- Description of the task:
Say how many of the lines below include the word "dash", and write nothing else.

- Dataset extract:
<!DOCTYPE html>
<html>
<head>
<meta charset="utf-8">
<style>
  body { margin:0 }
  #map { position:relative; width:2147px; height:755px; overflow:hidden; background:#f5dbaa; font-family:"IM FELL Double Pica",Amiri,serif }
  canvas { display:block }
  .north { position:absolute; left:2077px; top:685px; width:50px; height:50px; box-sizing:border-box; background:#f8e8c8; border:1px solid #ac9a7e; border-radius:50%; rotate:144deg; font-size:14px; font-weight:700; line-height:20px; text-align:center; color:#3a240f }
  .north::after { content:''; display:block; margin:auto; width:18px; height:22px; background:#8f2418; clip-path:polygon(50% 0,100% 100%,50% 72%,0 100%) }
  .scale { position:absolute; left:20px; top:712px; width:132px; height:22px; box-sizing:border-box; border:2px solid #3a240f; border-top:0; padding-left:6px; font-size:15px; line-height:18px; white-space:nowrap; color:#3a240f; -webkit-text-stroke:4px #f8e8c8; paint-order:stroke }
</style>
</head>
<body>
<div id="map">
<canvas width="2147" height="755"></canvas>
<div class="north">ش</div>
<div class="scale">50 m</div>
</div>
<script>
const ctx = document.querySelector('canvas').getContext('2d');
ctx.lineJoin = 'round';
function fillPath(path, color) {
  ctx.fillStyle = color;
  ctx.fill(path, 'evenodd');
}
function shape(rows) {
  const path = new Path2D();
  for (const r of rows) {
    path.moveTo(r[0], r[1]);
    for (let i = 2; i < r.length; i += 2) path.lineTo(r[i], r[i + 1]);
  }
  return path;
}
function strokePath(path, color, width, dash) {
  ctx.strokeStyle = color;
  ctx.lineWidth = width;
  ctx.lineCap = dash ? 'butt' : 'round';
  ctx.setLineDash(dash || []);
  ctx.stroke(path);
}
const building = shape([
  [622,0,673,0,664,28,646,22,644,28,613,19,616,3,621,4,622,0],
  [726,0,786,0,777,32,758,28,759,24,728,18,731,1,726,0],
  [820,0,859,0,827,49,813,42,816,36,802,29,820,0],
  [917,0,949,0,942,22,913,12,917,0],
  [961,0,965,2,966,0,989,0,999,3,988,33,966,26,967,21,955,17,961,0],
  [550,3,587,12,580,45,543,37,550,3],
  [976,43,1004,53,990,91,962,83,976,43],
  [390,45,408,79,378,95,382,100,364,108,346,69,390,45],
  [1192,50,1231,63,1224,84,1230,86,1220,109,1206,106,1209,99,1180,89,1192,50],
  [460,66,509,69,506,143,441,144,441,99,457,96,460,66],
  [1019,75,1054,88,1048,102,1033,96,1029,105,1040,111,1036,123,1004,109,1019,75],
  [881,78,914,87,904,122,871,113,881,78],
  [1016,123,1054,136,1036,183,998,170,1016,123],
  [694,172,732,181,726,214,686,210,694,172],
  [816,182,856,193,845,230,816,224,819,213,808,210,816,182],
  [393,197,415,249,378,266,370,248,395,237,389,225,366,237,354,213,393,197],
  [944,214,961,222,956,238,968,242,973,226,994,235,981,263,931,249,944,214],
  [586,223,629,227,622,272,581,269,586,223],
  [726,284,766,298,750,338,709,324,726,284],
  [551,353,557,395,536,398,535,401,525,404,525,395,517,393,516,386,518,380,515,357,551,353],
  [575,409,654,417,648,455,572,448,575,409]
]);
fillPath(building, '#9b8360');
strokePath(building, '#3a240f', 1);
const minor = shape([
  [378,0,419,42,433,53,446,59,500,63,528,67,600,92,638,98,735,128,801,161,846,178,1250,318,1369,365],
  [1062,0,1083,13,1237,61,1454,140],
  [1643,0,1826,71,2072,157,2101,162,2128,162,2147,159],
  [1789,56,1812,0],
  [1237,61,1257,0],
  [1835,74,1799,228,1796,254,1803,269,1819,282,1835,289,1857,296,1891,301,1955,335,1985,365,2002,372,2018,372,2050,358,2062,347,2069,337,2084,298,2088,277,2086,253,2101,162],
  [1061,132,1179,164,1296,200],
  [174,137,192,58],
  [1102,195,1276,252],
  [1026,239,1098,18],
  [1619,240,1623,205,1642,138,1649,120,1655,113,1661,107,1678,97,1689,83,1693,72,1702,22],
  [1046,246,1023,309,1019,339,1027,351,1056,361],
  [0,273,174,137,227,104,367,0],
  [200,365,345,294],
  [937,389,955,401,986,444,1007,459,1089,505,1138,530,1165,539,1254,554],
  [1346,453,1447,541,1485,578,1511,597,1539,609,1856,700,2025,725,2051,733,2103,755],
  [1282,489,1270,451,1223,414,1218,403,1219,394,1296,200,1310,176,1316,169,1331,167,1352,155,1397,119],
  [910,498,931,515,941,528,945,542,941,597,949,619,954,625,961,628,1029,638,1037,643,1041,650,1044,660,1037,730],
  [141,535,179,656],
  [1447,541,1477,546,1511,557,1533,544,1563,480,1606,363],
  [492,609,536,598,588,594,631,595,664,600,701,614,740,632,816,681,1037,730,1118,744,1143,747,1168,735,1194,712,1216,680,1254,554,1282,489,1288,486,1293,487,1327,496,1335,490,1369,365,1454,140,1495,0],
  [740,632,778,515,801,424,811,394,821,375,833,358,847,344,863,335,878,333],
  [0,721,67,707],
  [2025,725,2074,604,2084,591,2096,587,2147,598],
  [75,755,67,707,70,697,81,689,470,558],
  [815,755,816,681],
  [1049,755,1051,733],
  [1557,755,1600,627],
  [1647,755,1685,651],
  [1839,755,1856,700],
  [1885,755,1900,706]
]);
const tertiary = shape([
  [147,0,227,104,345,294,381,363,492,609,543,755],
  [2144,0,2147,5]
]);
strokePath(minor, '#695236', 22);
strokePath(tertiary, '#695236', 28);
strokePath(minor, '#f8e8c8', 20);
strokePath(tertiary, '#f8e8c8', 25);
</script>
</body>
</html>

- Exercise answer:
3